• [Problem] Search the data for the word "place". Reproduce every line where it is found.

***** Material supplied

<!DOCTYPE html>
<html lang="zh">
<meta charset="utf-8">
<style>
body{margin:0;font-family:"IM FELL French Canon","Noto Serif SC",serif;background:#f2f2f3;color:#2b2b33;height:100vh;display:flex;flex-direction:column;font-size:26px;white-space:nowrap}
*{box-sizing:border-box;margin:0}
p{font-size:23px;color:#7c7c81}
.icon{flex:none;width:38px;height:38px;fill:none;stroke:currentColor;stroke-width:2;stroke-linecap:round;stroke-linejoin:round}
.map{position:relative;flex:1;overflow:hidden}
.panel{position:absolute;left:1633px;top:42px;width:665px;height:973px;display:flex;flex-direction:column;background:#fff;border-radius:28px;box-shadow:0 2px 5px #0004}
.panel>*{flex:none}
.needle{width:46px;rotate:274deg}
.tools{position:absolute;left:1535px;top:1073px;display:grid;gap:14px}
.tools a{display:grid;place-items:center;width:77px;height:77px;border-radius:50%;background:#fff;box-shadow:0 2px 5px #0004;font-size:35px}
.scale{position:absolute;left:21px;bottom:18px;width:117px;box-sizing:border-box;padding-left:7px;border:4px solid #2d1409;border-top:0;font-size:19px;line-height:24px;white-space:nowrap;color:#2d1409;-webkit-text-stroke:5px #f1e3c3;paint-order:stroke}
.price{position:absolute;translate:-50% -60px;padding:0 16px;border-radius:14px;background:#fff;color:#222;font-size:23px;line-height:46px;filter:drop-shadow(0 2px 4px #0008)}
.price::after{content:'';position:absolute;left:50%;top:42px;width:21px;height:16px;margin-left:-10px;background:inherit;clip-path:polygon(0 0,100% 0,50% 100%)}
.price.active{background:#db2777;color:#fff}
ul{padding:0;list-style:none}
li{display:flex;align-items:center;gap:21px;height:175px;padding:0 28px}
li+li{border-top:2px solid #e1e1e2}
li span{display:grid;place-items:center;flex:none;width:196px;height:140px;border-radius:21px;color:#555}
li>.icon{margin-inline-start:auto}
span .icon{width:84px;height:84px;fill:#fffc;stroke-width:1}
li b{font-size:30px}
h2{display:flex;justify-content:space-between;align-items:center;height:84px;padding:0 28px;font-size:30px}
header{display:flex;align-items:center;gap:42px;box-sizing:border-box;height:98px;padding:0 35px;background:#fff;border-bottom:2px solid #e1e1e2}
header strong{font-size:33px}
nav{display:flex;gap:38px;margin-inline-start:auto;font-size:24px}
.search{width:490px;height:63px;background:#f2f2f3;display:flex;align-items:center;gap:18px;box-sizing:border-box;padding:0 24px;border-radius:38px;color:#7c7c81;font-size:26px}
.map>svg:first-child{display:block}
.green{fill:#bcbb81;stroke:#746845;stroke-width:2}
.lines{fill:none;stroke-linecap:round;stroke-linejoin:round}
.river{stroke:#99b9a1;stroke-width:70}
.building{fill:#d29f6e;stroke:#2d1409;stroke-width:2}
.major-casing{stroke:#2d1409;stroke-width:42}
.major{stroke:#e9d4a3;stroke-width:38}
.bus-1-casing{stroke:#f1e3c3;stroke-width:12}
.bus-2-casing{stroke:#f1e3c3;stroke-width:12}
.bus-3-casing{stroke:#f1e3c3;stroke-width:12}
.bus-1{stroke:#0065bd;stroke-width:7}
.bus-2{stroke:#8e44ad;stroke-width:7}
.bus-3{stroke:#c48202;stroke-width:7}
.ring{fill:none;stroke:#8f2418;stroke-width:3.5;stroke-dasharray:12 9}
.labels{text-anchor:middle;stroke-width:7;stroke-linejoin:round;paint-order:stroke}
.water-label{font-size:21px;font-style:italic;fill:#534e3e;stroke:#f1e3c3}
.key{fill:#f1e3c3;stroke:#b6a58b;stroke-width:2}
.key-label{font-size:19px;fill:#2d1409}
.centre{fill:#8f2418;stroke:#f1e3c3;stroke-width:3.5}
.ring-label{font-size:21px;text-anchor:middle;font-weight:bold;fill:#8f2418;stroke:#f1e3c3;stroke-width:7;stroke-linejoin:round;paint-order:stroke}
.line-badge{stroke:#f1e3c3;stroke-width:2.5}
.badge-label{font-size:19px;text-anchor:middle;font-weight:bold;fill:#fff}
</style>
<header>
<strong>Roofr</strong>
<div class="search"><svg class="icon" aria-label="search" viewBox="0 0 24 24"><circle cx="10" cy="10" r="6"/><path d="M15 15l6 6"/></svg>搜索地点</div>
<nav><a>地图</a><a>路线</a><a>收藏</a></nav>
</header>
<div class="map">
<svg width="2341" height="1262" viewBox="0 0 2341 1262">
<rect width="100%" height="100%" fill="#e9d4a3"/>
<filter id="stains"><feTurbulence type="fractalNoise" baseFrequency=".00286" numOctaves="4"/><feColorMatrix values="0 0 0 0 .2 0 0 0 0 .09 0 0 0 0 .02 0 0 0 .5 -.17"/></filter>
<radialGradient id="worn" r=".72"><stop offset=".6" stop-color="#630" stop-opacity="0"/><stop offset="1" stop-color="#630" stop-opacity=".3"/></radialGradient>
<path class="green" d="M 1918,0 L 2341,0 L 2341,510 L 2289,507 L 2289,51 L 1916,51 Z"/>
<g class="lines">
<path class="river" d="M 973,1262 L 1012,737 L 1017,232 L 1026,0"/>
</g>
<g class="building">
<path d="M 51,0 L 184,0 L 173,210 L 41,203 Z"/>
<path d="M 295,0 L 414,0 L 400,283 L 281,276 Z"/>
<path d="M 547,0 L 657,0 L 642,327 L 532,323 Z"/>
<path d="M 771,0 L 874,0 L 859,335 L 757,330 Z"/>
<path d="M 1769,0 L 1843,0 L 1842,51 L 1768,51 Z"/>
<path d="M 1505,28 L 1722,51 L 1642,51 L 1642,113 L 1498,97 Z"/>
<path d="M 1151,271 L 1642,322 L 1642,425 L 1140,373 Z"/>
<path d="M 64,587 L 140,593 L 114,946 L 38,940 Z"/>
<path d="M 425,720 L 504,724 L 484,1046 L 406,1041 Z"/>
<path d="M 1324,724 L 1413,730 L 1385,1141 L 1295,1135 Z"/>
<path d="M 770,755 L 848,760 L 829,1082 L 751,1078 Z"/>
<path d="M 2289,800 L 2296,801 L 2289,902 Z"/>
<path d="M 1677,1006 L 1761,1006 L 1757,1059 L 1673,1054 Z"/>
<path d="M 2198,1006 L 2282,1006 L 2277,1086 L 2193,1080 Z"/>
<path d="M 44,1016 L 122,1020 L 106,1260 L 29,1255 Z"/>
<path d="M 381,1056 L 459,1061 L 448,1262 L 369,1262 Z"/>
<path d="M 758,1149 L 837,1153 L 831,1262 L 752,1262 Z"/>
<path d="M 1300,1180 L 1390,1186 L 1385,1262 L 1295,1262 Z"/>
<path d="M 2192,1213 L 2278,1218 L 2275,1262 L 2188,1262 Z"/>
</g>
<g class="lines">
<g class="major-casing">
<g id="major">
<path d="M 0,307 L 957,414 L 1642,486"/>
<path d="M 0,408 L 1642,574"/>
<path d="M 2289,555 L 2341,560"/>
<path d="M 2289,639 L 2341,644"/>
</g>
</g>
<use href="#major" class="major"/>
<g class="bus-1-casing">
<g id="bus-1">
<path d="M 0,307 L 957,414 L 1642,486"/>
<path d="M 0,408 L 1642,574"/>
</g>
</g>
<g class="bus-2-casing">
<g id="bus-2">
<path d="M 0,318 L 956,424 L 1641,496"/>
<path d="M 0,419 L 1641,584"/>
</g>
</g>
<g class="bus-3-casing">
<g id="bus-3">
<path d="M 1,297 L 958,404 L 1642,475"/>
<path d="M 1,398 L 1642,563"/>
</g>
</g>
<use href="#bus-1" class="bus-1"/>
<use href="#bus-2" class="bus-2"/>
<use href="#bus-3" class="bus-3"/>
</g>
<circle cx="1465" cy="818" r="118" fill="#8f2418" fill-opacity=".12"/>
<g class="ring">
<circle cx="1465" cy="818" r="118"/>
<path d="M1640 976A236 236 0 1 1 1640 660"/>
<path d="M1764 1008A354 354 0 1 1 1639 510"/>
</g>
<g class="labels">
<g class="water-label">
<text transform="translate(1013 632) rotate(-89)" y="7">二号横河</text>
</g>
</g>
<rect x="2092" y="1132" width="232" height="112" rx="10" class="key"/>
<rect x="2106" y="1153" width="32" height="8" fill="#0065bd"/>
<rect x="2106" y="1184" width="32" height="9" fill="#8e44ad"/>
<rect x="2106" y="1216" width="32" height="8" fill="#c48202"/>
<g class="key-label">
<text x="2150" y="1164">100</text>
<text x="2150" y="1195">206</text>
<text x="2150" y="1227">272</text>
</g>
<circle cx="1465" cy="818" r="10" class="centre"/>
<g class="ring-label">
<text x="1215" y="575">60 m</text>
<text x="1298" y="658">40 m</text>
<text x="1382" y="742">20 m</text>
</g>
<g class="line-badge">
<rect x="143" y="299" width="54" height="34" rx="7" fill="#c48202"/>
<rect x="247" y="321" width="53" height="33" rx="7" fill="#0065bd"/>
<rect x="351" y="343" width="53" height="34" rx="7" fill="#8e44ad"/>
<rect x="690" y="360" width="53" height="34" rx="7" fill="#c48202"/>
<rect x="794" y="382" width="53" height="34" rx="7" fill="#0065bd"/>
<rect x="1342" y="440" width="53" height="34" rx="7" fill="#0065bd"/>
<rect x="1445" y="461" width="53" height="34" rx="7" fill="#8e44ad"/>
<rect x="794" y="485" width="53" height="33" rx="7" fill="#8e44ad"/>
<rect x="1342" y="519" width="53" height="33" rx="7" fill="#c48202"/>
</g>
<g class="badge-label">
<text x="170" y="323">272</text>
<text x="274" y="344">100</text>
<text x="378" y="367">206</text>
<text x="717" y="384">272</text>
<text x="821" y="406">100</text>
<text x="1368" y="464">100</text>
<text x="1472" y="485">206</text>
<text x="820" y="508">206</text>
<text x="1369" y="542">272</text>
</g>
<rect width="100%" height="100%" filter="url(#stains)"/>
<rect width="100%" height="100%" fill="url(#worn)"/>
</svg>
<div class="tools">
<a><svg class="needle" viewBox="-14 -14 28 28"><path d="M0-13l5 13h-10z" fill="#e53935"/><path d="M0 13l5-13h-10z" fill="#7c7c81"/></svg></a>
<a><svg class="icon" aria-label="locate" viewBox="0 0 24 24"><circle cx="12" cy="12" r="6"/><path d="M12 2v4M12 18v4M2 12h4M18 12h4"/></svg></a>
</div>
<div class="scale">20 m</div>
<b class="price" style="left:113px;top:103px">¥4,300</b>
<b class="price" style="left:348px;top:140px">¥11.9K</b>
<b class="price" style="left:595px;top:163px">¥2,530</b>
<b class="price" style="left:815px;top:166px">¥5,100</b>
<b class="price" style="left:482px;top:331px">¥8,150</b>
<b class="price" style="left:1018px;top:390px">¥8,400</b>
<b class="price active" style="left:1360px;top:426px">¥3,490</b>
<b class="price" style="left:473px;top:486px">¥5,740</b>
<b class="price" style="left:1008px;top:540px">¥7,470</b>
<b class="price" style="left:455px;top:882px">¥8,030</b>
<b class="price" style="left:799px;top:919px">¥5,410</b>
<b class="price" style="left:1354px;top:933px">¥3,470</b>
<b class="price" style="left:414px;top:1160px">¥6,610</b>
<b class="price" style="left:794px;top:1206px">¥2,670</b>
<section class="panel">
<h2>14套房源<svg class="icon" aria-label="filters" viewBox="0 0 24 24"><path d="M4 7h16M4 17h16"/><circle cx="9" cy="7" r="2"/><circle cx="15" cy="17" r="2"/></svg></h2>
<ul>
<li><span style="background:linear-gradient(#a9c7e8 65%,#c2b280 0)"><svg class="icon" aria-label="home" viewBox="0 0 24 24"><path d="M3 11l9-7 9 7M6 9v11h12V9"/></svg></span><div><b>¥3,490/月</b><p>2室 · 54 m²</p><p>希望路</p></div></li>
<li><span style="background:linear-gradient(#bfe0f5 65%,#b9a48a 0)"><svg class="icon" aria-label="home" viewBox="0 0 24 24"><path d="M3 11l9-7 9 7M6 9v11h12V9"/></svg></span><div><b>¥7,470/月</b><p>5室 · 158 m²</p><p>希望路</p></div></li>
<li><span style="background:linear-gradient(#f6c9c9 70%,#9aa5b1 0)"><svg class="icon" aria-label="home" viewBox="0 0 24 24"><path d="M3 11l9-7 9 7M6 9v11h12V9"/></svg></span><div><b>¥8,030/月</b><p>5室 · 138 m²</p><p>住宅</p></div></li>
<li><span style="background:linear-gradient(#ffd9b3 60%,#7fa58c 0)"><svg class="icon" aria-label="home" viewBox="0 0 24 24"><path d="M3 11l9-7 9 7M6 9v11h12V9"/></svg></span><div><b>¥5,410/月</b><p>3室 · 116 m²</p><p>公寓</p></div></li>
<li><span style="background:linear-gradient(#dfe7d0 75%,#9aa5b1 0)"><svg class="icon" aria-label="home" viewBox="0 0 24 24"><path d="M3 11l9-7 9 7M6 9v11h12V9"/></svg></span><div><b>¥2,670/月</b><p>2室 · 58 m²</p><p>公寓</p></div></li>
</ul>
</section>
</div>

**********

• [Output for this exercise]
.tools a{display:grid;place-items:center;width:77px;height:77px;border-radius:50%;background:#fff;box-shadow:0 2px 5px #0004;font-size:35px}
li span{display:grid;place-items:center;flex:none;width:196px;height:140px;border-radius:21px;color:#555}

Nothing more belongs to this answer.